Ugh. I dreamed all night about things lost or vanished; my mother and father, old friends, places I've lived, dirt roads, my youth, the first car I owned, past love and lovers. I dreamed of old albums playing, ones that I haven't heard or thought of in years or more, decades.
Then, my alarm went off promptly at 4:30. That's ante meridiem. I had put off doing a household chore that had to be accomplished before leaving for the city. Everything had to come out of the kitchen cabinets so that the property management company could treat the place for bugs. They had done this once before and I had finished my part to completion. When I came home I found that they had not sprayed, that the notice was put on my door in error. So, again we'll try. It only took me about 45 minutes to complete this modest task, but to act in such a rushed way so early in the morning is not something that I relish. I barely had time to drink my second cup of coffee and then I rushed to shower and get out the door, still sweating after the shower and getting dressed in the dark.
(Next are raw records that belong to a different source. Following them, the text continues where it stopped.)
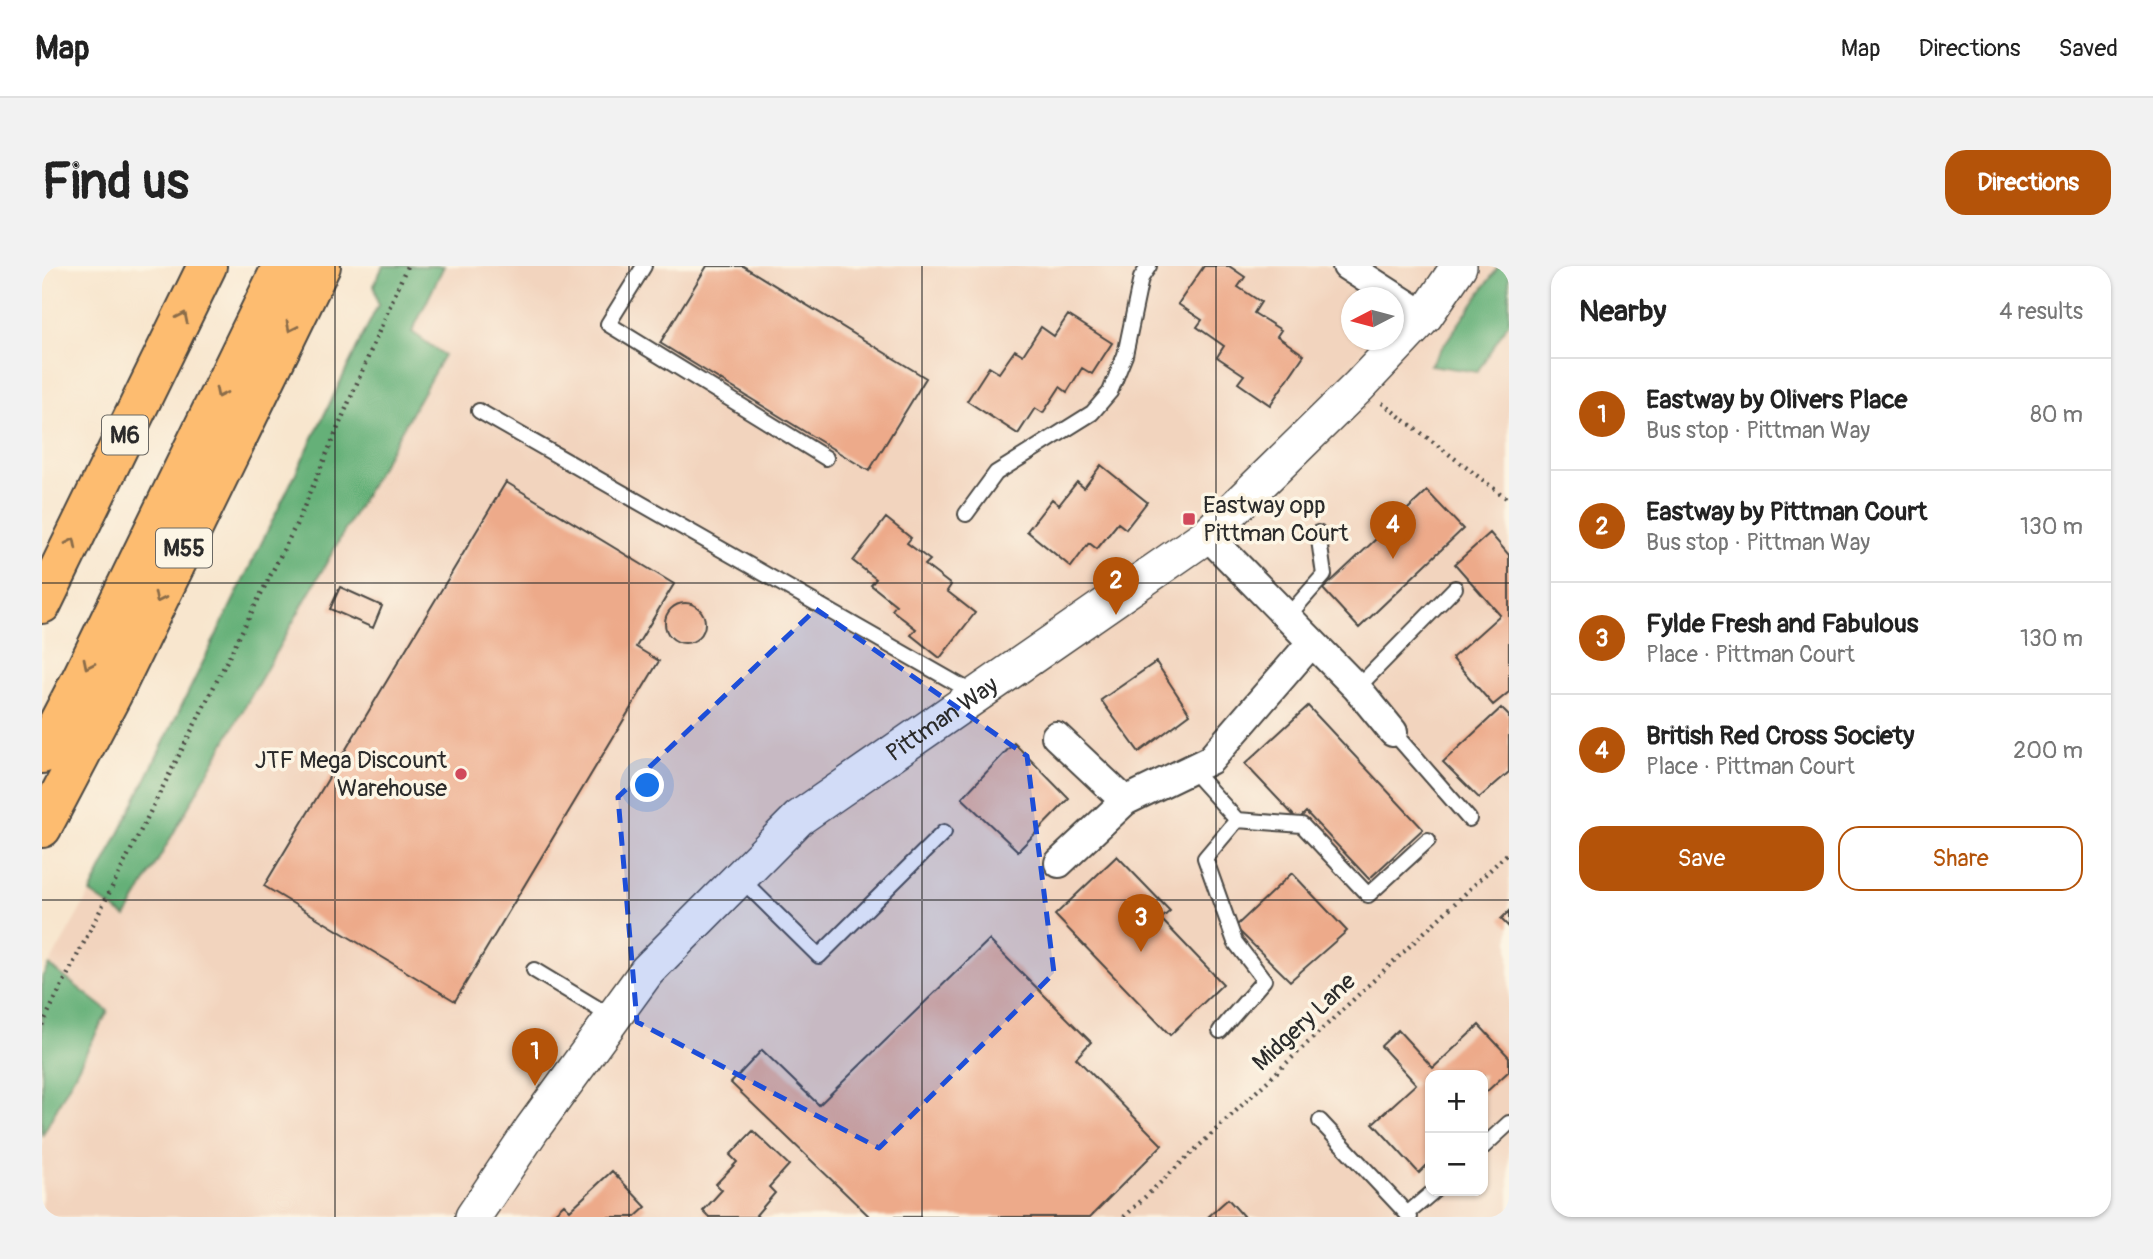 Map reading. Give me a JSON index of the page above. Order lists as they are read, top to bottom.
{
  "streets": {
    "highway": ["M6", "M55"],
    "street": ["Pittman Way"],
    "path": ["Midgery Lane"]
  },
  "places": {
    "transit": ["Eastway opp Pittman Court"],
    "other": ["JTF Mega Discount Warehouse"]
  },
  "north": "left",
  "page": {
    "header": "Map",
    "nav": ["Map", "Directions", "Saved"],
    "buttons": [
      "Directions",
      ["Save", "Share"]
    ],
    "title": "Find us",
    "heading": ["Nearby", "4 results"],
    "list": [
      {
        "mark": "1",
        "name": "Eastway by Olivers Place",
        "note": "Bus stop · Pittman Way",
        "value": "80 m"
      },
      {
        "mark": "2",
        "name": "Eastway by Pittman Court",
        "note": "Bus stop · Pittman Way",
        "value": "130 m"
      },
      {
        "mark": "3",
        "name": "Fylde Fresh and Fabulous",
        "note": "Place · Pittman Court",
        "value": "130 m"
      },
      {
        "mark": "4",
        "name": "British Red Cross Society",
        "note": "Place · Pittman Court",
        "value": "200 m"
      }
    ],
    "pins": [
      "4",
      "2",
      "3",
      "1"
    ],
    "map_buttons": ["+", "−"]
  }
} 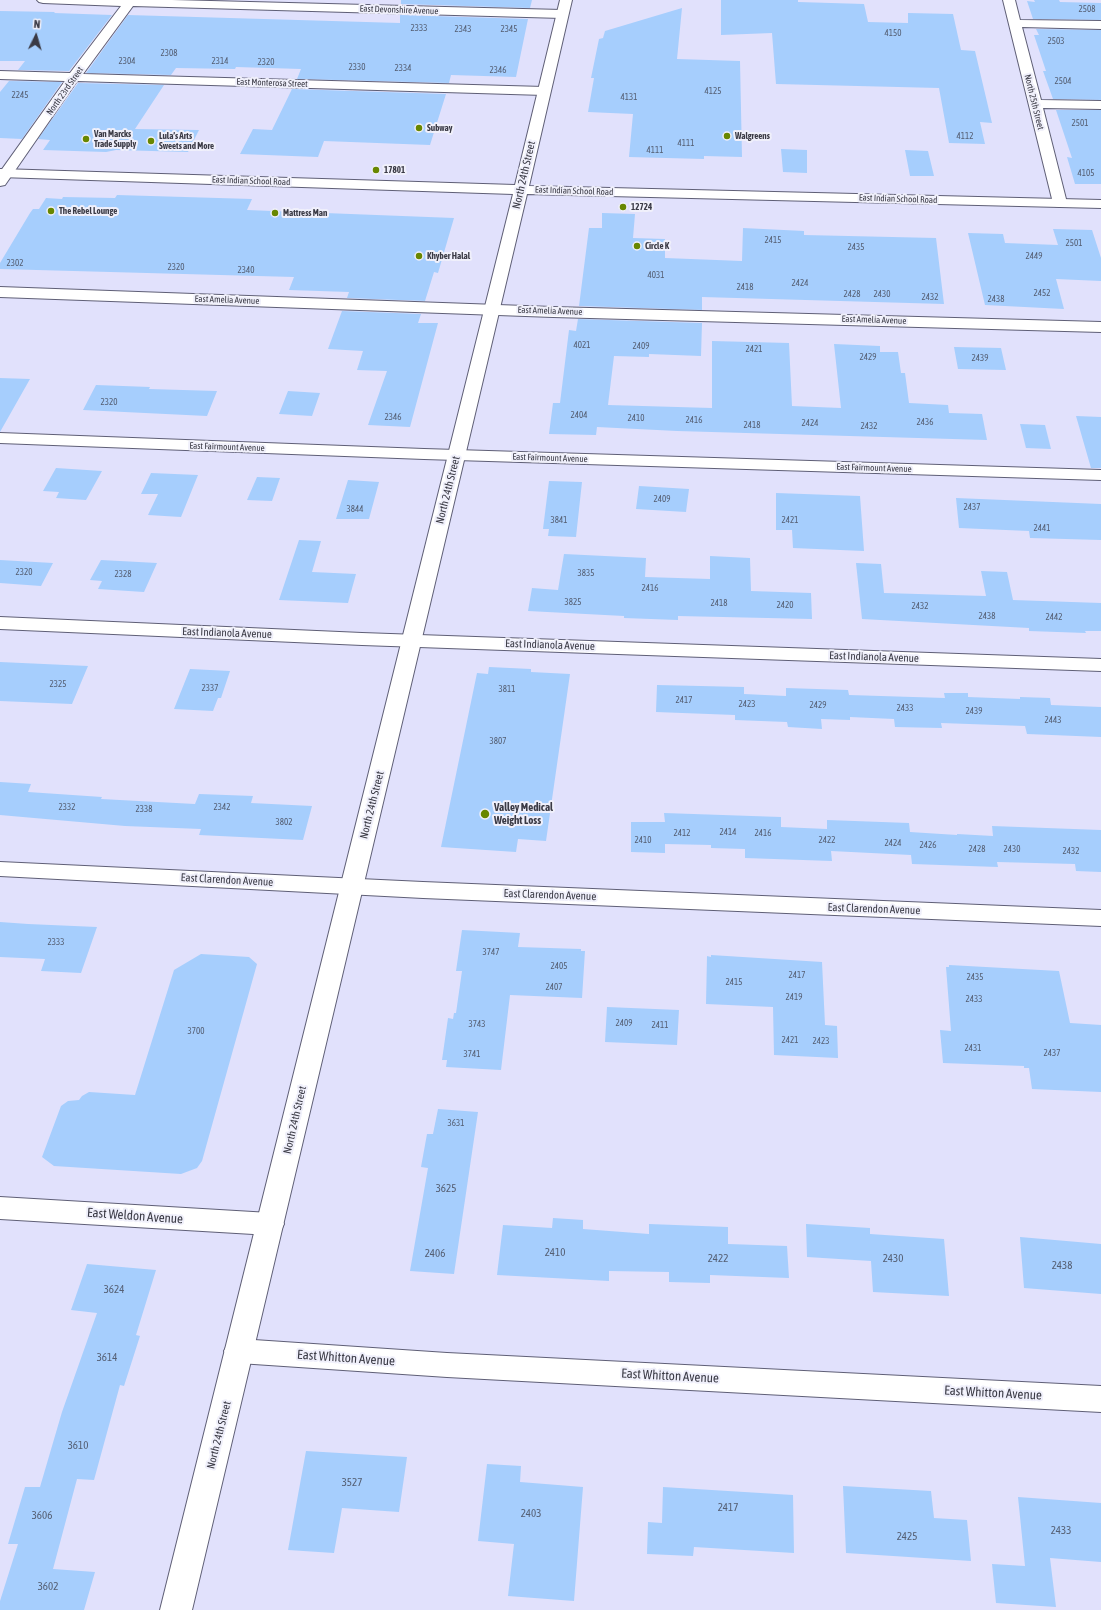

I read the note they had left before departing. It said that I needed to wait for them all day, 9am-5pm, to let them in, then I needed to leave the apartment for at least three hours while they were treating the place. People really are out of their minds in so many ways, but in particular with their expectations of what you are going to do for them. I've never seen a bug in the place, nor do I want to. They expect me to take a day off from work so that they can maintain the apartment that I am paying them to live in. Sure. They'll probably fine me $100 for having to use their key in "my" door.
I do want the place treated, though. Having a three year old boy around means that I find food particles almost everywhere, even though I try to only have him eat at the kitchen table. Everything about him is a rambling repository for crumbs. They should make kids' clothes out of the same material that they make lint brushes out of. He and I could just play on the carpets every now and then, "rough and tumble" as he calls it, then the place would be sorted.
Yesterday, the boy and I were at the pool and I explained that I was going into the city today but that I would be back to see him on Wednesday. He asked me if one day he could meet my other family in the city.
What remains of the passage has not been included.